▸ **Activity**
The entries below are to be copied exactly, with nothing left out.

▸ **Saved data entries**
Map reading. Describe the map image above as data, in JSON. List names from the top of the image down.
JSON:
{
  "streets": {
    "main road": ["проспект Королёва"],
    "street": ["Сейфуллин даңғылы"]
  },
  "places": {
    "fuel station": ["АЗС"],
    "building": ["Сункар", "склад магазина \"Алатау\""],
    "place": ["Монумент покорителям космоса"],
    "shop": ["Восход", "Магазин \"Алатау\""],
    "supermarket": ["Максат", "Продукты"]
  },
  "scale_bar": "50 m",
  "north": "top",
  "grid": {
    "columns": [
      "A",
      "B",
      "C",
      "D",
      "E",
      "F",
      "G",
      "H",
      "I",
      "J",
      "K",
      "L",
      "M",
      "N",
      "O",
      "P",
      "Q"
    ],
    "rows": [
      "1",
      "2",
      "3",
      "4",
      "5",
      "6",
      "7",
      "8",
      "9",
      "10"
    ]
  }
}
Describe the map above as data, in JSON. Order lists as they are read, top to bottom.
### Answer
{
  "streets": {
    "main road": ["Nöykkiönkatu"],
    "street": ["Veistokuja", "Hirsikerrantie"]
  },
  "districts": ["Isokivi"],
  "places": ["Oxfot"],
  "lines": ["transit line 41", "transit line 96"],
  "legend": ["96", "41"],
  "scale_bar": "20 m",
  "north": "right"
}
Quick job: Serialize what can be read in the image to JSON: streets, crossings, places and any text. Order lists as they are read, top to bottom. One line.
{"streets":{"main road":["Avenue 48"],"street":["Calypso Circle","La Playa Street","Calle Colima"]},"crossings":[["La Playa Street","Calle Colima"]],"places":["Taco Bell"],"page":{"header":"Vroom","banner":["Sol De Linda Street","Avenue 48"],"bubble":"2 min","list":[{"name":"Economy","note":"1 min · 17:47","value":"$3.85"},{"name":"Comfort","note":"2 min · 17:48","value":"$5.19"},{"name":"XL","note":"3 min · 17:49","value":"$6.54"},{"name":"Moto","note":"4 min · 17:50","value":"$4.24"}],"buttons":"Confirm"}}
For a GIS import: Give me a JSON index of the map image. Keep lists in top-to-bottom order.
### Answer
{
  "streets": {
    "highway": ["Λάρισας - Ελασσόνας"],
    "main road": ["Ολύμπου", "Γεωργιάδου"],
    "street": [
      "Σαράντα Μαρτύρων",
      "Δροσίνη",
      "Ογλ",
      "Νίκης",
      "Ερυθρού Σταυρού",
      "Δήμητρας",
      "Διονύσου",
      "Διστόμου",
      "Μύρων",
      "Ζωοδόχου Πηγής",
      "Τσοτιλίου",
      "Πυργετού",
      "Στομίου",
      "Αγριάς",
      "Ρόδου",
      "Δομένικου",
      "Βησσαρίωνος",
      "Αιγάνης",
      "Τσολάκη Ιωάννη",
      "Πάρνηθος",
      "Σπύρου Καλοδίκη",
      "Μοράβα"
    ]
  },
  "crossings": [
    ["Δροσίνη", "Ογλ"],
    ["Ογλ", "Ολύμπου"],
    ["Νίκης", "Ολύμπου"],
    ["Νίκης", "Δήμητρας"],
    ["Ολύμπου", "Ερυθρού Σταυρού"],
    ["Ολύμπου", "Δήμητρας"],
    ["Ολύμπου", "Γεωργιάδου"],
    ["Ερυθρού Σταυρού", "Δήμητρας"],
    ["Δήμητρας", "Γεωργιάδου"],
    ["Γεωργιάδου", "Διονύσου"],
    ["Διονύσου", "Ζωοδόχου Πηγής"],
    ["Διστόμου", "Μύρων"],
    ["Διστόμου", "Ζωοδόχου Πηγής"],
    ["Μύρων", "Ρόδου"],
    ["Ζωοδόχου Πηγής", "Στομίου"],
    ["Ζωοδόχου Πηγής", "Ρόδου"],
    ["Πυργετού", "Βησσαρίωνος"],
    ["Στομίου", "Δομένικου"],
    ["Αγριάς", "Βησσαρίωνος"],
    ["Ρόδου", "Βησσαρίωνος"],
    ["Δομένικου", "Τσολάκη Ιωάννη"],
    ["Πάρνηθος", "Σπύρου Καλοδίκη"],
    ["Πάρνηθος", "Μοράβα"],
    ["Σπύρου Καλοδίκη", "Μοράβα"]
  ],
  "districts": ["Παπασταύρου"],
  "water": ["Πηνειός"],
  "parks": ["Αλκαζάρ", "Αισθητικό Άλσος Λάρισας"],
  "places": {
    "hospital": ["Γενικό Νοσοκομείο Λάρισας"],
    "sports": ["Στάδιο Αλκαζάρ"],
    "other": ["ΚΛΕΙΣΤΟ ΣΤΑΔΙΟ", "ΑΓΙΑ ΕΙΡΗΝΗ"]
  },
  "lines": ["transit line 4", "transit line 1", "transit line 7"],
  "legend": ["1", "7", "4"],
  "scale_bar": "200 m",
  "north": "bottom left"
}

▸ **Output of the exercise**
Map reading. Describe the map image above as data, in JSON. List names from the top of the image down.
JSON:
{
  "streets": {
    "main road": ["проспект Королёва"],
    "street": ["Сейфуллин даңғылы"]
  },
  "places": {
    "fuel station": ["АЗС"],
    "building": ["Сункар", "склад магазина \"Алатау\""],
    "place": ["Монумент покорителям космоса"],
    "shop": ["Восход", "Магазин \"Алатау\""],
    "supermarket": ["Максат", "Продукты"]
  },
  "scale_bar": "50 m",
  "north": "top",
  "grid": {
    "columns": [
      "A",
      "B",
      "C",
      "D",
      "E",
      "F",
      "G",
      "H",
      "I",
      "J",
      "K",
      "L",
      "M",
      "N",
      "O",
      "P",
      "Q"
    ],
    "rows": [
      "1",
      "2",
      "3",
      "4",
      "5",
      "6",
      "7",
      "8",
      "9",
      "10"
    ]
  }
}
Describe the map above as data, in JSON. Order lists as they are read, top to bottom.
### Answer
{
  "streets": {
    "main road": ["Nöykkiönkatu"],
    "street": ["Veistokuja", "Hirsikerrantie"]
  },
  "districts": ["Isokivi"],
  "places": ["Oxfot"],
  "lines": ["transit line 41", "transit line 96"],
  "legend": ["96", "41"],
  "scale_bar": "20 m",
  "north": "right"
}
Quick job: Serialize what can be read in the image to JSON: streets, crossings, places and any text. Order lists as they are read, top to bottom. One line.
{"streets":{"main road":["Avenue 48"],"street":["Calypso Circle","La Playa Street","Calle Colima"]},"crossings":[["La Playa Street","Calle Colima"]],"places":["Taco Bell"],"page":{"header":"Vroom","banner":["Sol De Linda Street","Avenue 48"],"bubble":"2 min","list":[{"name":"Economy","note":"1 min · 17:47","value":"$3.85"},{"name":"Comfort","note":"2 min · 17:48","value":"$5.19"},{"name":"XL","note":"3 min · 17:49","value":"$6.54"},{"name":"Moto","note":"4 min · 17:50","value":"$4.24"}],"buttons":"Confirm"}}
For a GIS import: Give me a JSON index of the map image. Keep lists in top-to-bottom order.
### Answer
{
  "streets": {
    "highway": ["Λάρισας - Ελασσόνας"],
    "main road": ["Ολύμπου", "Γεωργιάδου"],
    "street": [
      "Σαράντα Μαρτύρων",
      "Δροσίνη",
      "Ογλ",
      "Νίκης",
      "Ερυθρού Σταυρού",
      "Δήμητρας",
      "Διονύσου",
      "Διστόμου",
      "Μύρων",
      "Ζωοδόχου Πηγής",
      "Τσοτιλίου",
      "Πυργετού",
      "Στομίου",
      "Αγριάς",
      "Ρόδου",
      "Δομένικου",
      "Βησσαρίωνος",
      "Αιγάνης",
      "Τσολάκη Ιωάννη",
      "Πάρνηθος",
      "Σπύρου Καλοδίκη",
      "Μοράβα"
    ]
  },
  "crossings": [
    ["Δροσίνη", "Ογλ"],
    ["Ογλ", "Ολύμπου"],
    ["Νίκης", "Ολύμπου"],
    ["Νίκης", "Δήμητρας"],
    ["Ολύμπου", "Ερυθρού Σταυρού"],
    ["Ολύμπου", "Δήμητρας"],
    ["Ολύμπου", "Γεωργιάδου"],
    ["Ερυθρού Σταυρού", "Δήμητρας"],
    ["Δήμητρας", "Γεωργιάδου"],
    ["Γεωργιάδου", "Διονύσου"],
    ["Διονύσου", "Ζωοδόχου Πηγής"],
    ["Διστόμου", "Μύρων"],
    ["Διστόμου", "Ζωοδόχου Πηγής"],
    ["Μύρων", "Ρόδου"],
    ["Ζωοδόχου Πηγής", "Στομίου"],
    ["Ζωοδόχου Πηγής", "Ρόδου"],
    ["Πυργετού", "Βησσαρίωνος"],
    ["Στομίου", "Δομένικου"],
    ["Αγριάς", "Βησσαρίωνος"],
    ["Ρόδου", "Βησσαρίωνος"],
    ["Δομένικου", "Τσολάκη Ιωάννη"],
    ["Πάρνηθος", "Σπύρου Καλοδίκη"],
    ["Πάρνηθος", "Μοράβα"],
    ["Σπύρου Καλοδίκη", "Μοράβα"]
  ],
  "districts": ["Παπασταύρου"],
  "water": ["Πηνειός"],
  "parks": ["Αλκαζάρ", "Αισθητικό Άλσος Λάρισας"],
  "places": {
    "hospital": ["Γενικό Νοσοκομείο Λάρισας"],
    "sports": ["Στάδιο Αλκαζάρ"],
    "other": ["ΚΛΕΙΣΤΟ ΣΤΑΔΙΟ", "ΑΓΙΑ ΕΙΡΗΝΗ"]
  },
  "lines": ["transit line 4", "transit line 1", "transit line 7"],
  "legend": ["1", "7", "4"],
  "scale_bar": "200 m",
  "north": "bottom left"
}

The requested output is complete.